“My feet are starting to freeze,” a Brooklyn public-school teacher tweeted on December 9, when she had two classroom windows open despite the temperature outdoors dropping to 31 degrees. Despite the weather getting colder, she said teachers in her building have been told to keep the windows open indefinitely. It’s the same in schools across the city, where scores of NYC elementary teachers and students are bundled up in frigid classrooms to prevent the spread of the coronavirus.
Is this the best that New York City schools can offer? Until the city upgrades hundreds of New York City school buildings, the short answer is yes. Ventilation systems in the buildings built in the early 1900s “basically rely entirely on open windows, like the whole one wall of a classroom is just all windows,” said Edward Olmsted, an industrial hygienist, whose job it is to make sure that an indoor space has good air quality with no mold or other contaminants. Olmsted serves as a consultant for the United Federation of Teachers (UFT) and has been working on fixing school ventilation issues since the summer. A lot of these prewar school buildings built during the Spanish flu pandemic were designed to keep airborne illnesses at bay with steam radiators overheating rooms and the windows always open — but a century later, that doesn’t always work in practice. The city’s Department of Education also issued new guidance that when the room temperatures are uncomfortably cold, custodians should raise boiler settings and preheat the building — but this still leaves teachers and students shivering in class.

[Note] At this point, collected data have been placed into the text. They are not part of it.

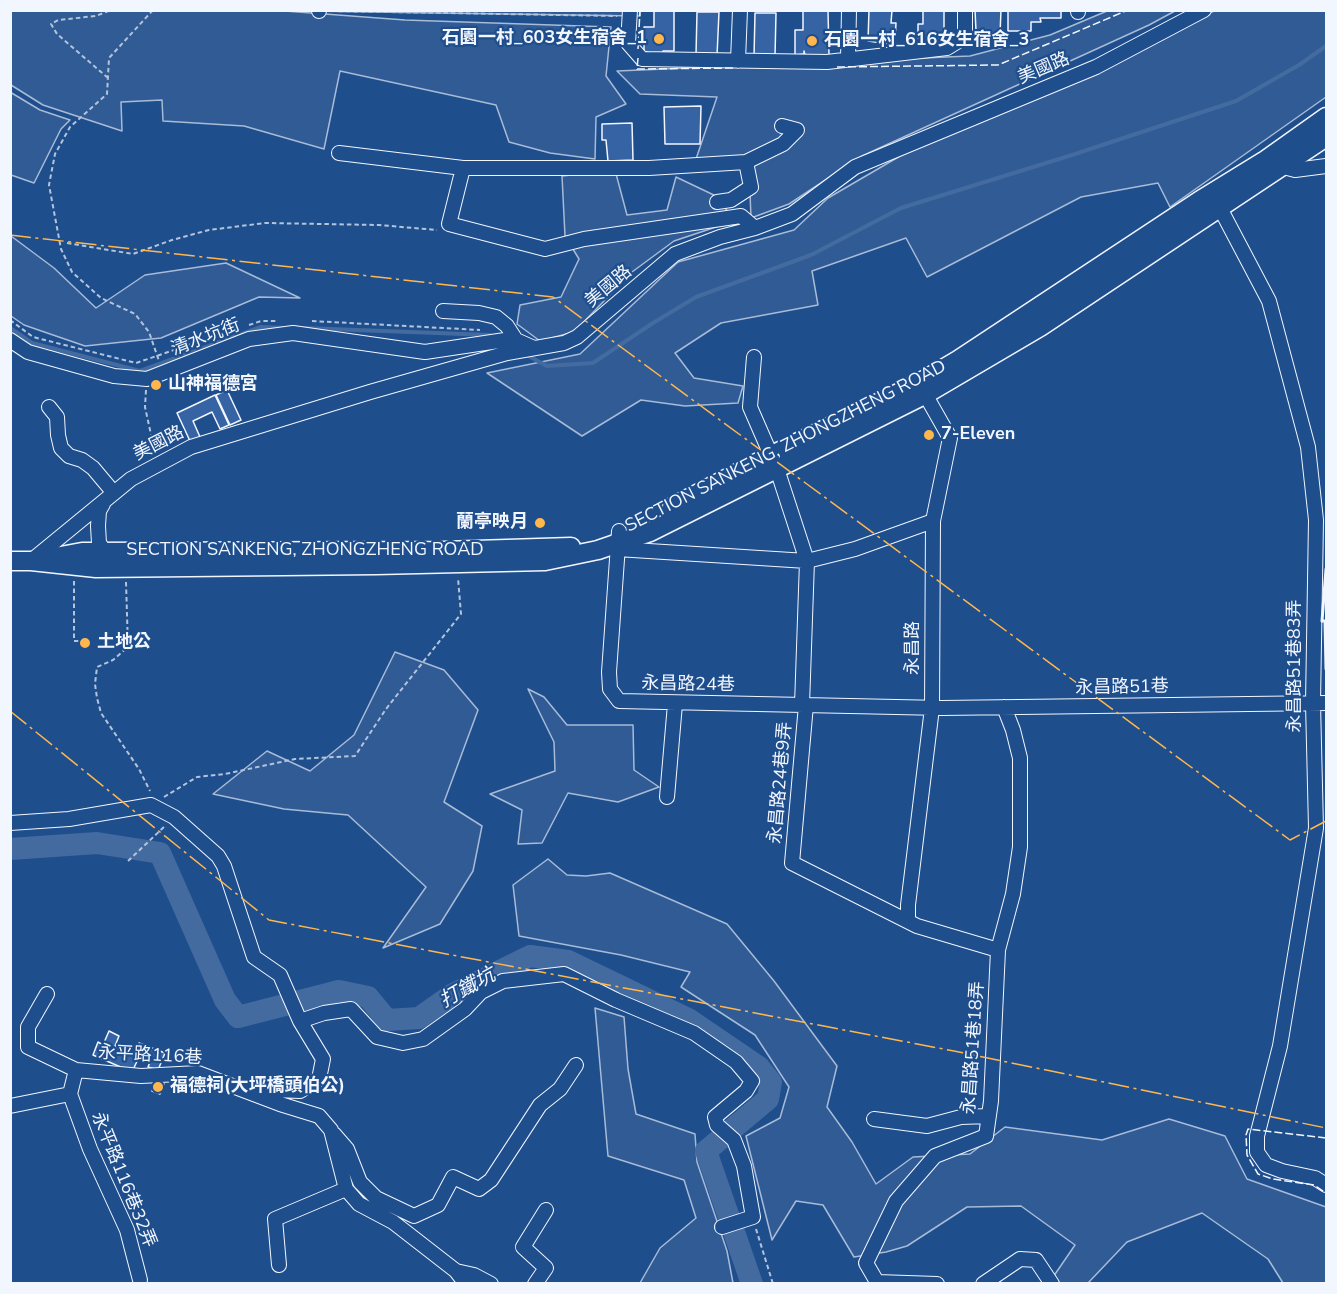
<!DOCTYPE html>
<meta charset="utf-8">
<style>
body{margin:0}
#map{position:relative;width:1337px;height:1294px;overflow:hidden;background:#1f4e8c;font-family:"Nunito Sans",sans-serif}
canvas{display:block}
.frame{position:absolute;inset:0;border:12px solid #f2f6ff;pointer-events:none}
</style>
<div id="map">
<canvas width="1337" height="1294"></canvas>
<div class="frame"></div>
</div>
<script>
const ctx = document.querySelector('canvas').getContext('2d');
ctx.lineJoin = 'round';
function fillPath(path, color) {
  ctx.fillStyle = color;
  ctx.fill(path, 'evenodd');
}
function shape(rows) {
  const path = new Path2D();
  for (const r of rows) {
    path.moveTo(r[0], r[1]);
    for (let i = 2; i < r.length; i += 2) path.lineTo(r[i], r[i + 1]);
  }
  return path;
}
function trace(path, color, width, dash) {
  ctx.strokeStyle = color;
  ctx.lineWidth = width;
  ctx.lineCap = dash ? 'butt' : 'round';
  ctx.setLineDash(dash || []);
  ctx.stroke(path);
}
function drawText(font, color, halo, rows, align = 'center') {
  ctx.font = font + ' "Nunito Sans","Noto Sans TC",sans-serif';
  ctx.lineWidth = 4.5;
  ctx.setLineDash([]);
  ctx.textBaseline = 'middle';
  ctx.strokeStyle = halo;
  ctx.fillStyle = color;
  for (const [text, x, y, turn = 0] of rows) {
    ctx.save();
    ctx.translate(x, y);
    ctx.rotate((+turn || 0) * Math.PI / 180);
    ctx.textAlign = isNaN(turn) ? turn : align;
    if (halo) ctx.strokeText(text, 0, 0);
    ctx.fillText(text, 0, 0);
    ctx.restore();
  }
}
const built = shape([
 [271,10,405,20,611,27,606,76,626,104,596,117,595,159,550,153,509,142,496,105,340,71,324,149,244,126,163,121,162,100,121,102,122,131,43,105,11,85,10,11,271,10],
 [640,10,640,16,305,11,640,10],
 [1107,11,1175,11,1149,25,862,156,789,204,751,218,749,167,695,162,717,97,640,94,617,71,970,56,1050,35,1107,11],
 [1214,11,1326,11,1326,97,1170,207,1158,183,1081,197,927,277,906,238,812,271,818,305,721,323,675,353,694,378,743,386,738,403,685,406,641,400,582,436,487,373,580,354,678,262,794,230,828,198,907,152,1214,11],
 [10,92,40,110,70,120,61,129,34,183,11,175,10,92],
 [615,170,627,215,667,210,676,177,718,197,734,221,674,241,632,272,574,332,540,341,517,324,520,305,561,297,579,259,565,236,562,176,615,170],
 [11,236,54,268,96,308,145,275,226,263,300,298,259,297,161,338,85,346,24,325,11,316,11,236],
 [395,652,444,670,478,710,444,802,482,826,473,871,440,924,383,948,426,887,348,815,284,809,213,794,267,751,310,771,354,735,395,652],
 [528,689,544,697,567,725,633,725,634,770,659,787,618,802,568,793,542,843,518,844,522,810,490,794,555,771,554,742,528,689],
 [548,859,567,875,586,876,610,873,727,924,774,981,837,1066,827,1107,852,1142,876,1184,913,1157,970,1154,1005,1127,1102,1140,1169,1119,1225,1136,1247,1179,1326,1207,1326,1283,1283,1283,1268,1259,1202,1213,1127,1242,1088,1283,1049,1283,1075,1245,1021,1206,967,1207,907,1246,886,1252,854,1257,823,1205,796,1201,772,1240,746,1136,780,1118,789,1087,755,1035,681,987,690,972,621,955,519,936,513,885,548,859],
 [595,1008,624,1017,628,1069,636,1114,695,1134,697,1162,727,1251,733,1283,640,1283,660,1248,696,1218,684,1180,608,1156,595,1008]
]);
fillPath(built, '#305b95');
trace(built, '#a8bbd7', 1.5);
trace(shape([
 [10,328,32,343,140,371,261,327,285,328],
 [304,328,490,335,494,337],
 [525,354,547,366,593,363,653,323,696,297,811,255,901,208,1072,155,1236,101,1299,65,1326,46]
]), '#446ba0', 4);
trace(shape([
 [10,849,97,843,160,853,225,1000,238,1017,339,991,368,997,387,1020,419,1018,453,994,530,956,568,961,690,1020,759,1067,771,1082,768,1099,706,1151,752,1284]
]), '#446ba0', 22);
const building = shape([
 [654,10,674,10,674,51,663,51,663,56,648,56,648,52,644,52,644,27,654,27,654,10],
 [803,10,828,10,829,55,805,55,804,51,804,54,795,55,795,30,803,30,803,10],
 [869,10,892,10,891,23,896,23,895,41,889,41,889,44,868,41,869,10],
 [923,10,944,10,944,38,936,38,936,42,923,42,923,38,918,38,918,24,923,24,923,10],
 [975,10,1001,10,1000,34,976,31,975,10],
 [1008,10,1064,10,1061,11,1061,18,1040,18,1041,22,1031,22,1031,31,1008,31,1008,10],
 [697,12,719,12,717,56,696,55,697,12],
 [755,13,776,13,775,57,754,57,755,13],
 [701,106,700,144,665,144,664,107,701,106],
 [632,123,633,160,608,161,606,140,602,140,602,124,632,123],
 [227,390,241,420,230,425,216,395,227,390],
 [215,395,229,425,220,429,212,412,193,421,200,437,190,441,177,413,215,395],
 [109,1031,119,1036,115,1046,133,1054,139,1043,165,1053,158,1070,148,1067,150,1062,139,1057,132,1072,93,1055,98,1042,103,1045,109,1031],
 [157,1081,164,1084,160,1094,152,1091,157,1081]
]);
fillPath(building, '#3563a3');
trace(building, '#f2f6ff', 1.5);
const minor = shape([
 [319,10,319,11],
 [630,10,628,43,642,59,827,62,947,48,965,37,965,10],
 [1078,12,1078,10],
 [848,59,849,10],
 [738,61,740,10],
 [339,153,463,168,449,224,545,249,584,239,741,216,755,228],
 [746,162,783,144,797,130,782,126],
 [1276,165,1295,170,1326,166],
 [463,168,649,168,746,162,751,187,731,200,717,202],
 [1220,208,1269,301,1308,447,1316,520,1313,703,1316,828,1280,1046,1257,1136,1257,1152,1266,1165,1282,1171,1315,1178,1326,1185],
 [443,311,479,313,496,317,507,326,516,340],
 [10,340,28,352,114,376,147,379,249,339,293,333,425,352,505,340,516,340,534,348],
 [754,357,750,407,777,469,807,561,802,705],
 [49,407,57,417,58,435,61,448,69,456,82,460,93,468,114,493],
 [103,504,99,511,98,526,99,543,105,552],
 [619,531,609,672,610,689,619,701,942,708,1326,703],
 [617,549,807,561,855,549,933,521],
 [31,561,131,479,191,447,370,392,507,353,564,343,577,337,675,254,720,237,755,228,792,214,855,167,1096,67,1204,10],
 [806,705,792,863,917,926,998,950],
 [667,797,675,704],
 [10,823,69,819,151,805,174,817,218,856,224,866,254,957,280,975,300,1021,323,1059,319,1079,300,1091,251,1089],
 [908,921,908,905,932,708,933,521,950,438,921,387],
 [47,994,28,1027,28,1047,76,1070],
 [300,1021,324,1013,351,1009,377,1037,403,1043,423,1039,465,1009,481,992,503,981,564,974,616,1000,694,1033,736,1062,752,1081,746,1091,715,1117,717,1125,734,1140,744,1166,753,1217,722,1227],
 [70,1094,90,1149,127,1230,140,1280],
 [10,1106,70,1094,76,1070,141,1076,198,1073,280,1104,319,1116,331,1130,346,1189,359,1204,393,1222,456,1271,466,1284],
 [874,1119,927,1126,961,1117,989,1116],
 [334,1134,347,1149,360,1182,376,1198,414,1216,438,1205,453,1177,479,1189,491,1180,540,1105,560,1089,576,1065],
 [279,1265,275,1219,346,1189],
 [456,1271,474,1275,491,1284],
 [535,1284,546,1268,523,1247,546,1210],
 [937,1284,877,1282,866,1263,896,1201,935,1156,986,1136,991,1101,998,950,1013,894,1020,847,1020,758,1013,730,1004,707],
 [983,1284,1020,1259,1036,1260,1052,1284]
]);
const major = shape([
 [672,507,770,456,919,383,958,360,1199,201,1264,161,1326,117],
 [50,558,82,552,443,551,571,547],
 [10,561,31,561,96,568,376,565,545,561,598,550,650,532,926,394,1040,327,1326,137]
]);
trace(minor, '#f2f6ff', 16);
trace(major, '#f2f6ff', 21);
trace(shape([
 [153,10,109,58,107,94,70,127,55,154,49,185,61,249,72,272,101,298,135,314,149,332,159,361],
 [331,11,617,16],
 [108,78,57,34,51,24,58,20,96,16,111,10],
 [67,243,133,254,172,240,209,230,265,223,379,225,437,230],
 [10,320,33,337,136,363,224,333],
 [312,321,480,330],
 [249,325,261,321,276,321],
 [146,390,145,407,155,453],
 [74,581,74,641,82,641],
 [126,582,128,647,113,660,97,667,95,684,97,698,101,713,139,769,150,791],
 [164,797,197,777,225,774,295,759,355,756,386,709,461,614,458,578],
 [128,861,165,826],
 [756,1229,773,1284]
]), '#b3c4dc', 2, [4.5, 3]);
trace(minor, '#1f4e8c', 14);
trace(major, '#1f4e8c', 18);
trace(shape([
 [638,49,640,10],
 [638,58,637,69,735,68],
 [837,67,998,65,1128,10],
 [1326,1138,1248,1129,1246,1135,1247,1155,1258,1174,1273,1179,1314,1185,1326,1193]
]), '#f2f6ff', 1.5, [8, 3]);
trace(shape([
 [1326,569,1322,621,1325,621,1326,669]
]), '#f2f6ff', 3);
trace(shape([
 [10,235,553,297,1290,840,1326,821],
 [10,711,269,920,954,1051,1326,1128]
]), '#ffb74d', 1.5, [21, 4.5, 3, 4.5]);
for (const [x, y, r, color] of [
 [659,39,6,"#ffb74d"],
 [812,41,6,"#ffb74d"],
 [156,385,6,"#ffb74d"],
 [929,435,6,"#ffb74d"],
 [540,523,6,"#ffb74d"],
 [85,643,6,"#ffb74d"],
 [158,1087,6,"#ffb74d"]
]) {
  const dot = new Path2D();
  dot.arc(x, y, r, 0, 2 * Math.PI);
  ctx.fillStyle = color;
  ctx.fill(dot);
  trace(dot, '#1f4e8c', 2);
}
drawText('bold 18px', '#f2f6ff', '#1f4e8c', [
 ["石園一村_603女生宿舍_1",647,39,"right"],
 ["石園一村_616女生宿舍_3",824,41],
 ["山神福德宮",168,385],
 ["7-Eleven",941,435],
 ["蘭亭映月",528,523,"right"],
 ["土地公",97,643],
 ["福德祠(大坪橋頭伯公)",170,1087]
], 'left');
drawText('18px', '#f2f6ff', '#1f4e8c', [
 ["美國路",1044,69,-23],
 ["美國路",609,287,-40],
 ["清水坑街",206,338,-21],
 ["美國路",159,444,-27],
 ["SECTION SANKENG, ZHONGZHENG ROAD",786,447,-27],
 ["SECTION SANKENG, ZHONGZHENG ROAD",305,551],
 ["永昌路",914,648,-90],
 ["永昌路51巷83弄",1296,666,-90],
 ["永昌路24巷",688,685,1],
 ["永昌路51巷",1122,688,-1],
 ["永昌路24巷9弄",781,783,-85],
 ["永昌路51巷18弄",974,1048,-86],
 ["永平路116巷",150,1056,3],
 ["永平路116巷32弄",123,1180,68]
]);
drawText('italic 20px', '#f2f6ff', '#1f4e8c', [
 ["打鐵坑",468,989,-29]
]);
</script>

Newer school buildings have better ventilations systems, but the problem is that schools — old or new — now need the kinds of systems found in hospitals. “Nobody builds a regular building that way, so suddenly everybody is being asked to upgrade their ventilation systems, to really perform like it would in a hospital,” Olmsted said. “[But] you can’t just easily make a few changes, turn a few screws, or change a couple pieces or parts, and suddenly it’s a hospital system; it can’t be done.” A typical fan system’s filter is rated MERV 8, while hospitals usually have MERV 15 or 16 filters (the higher the MERV numbers, the smaller the dust particles it can filter out). Experts are now recommending MERV 13 filters, which remove about 90 percent of the aerosol that could carry infectious virus particles.
The DOE is now installing thousands of MERV 13 filters, prioritizing buildings with a central HVAC system or no windows. The agency is also installing 30,000 High Efficiency Particulate Air or HEPA purifier units in classrooms, which capture over 99 percent of particles in the air. Once these purifiers are installed, classroom windows don’t need to remain open, said a DOE spokesperson. The agency expects to deliver an additional 30,000 purifiers by January, according to an internal memo sent to DOE custodians. Once the 60,000 units are installed, this should cover most of the classrooms that need it, said the department.
But some parents are skeptical. “I am not confident that those air purifiers will be enough to circulate the air. I am not confident that if they do show up, they will be working,” Naomi Peña, director of the Community Education Council for District 1 and public-school mom, told me. She may have a point. According to the EPA, both filters and air purifiers are effective at filtering out coronavirus particles, but by themselves are not enough — they should be used in conjunction with mask-wearing, social distancing, and other common safety practices — like opening windows.
Though Peña’s children are studying remotely, they see their classmates at the school via Zoom. Her 11-year old son was puzzled to see one of his friends wearing a coat inside the classroom and asked her, “Why can’t he just come over to our house so he can be warm?” And he has a point, Peña says. “When it’s cold and you’re wearing gloves and a coat … How can you possibly learn?”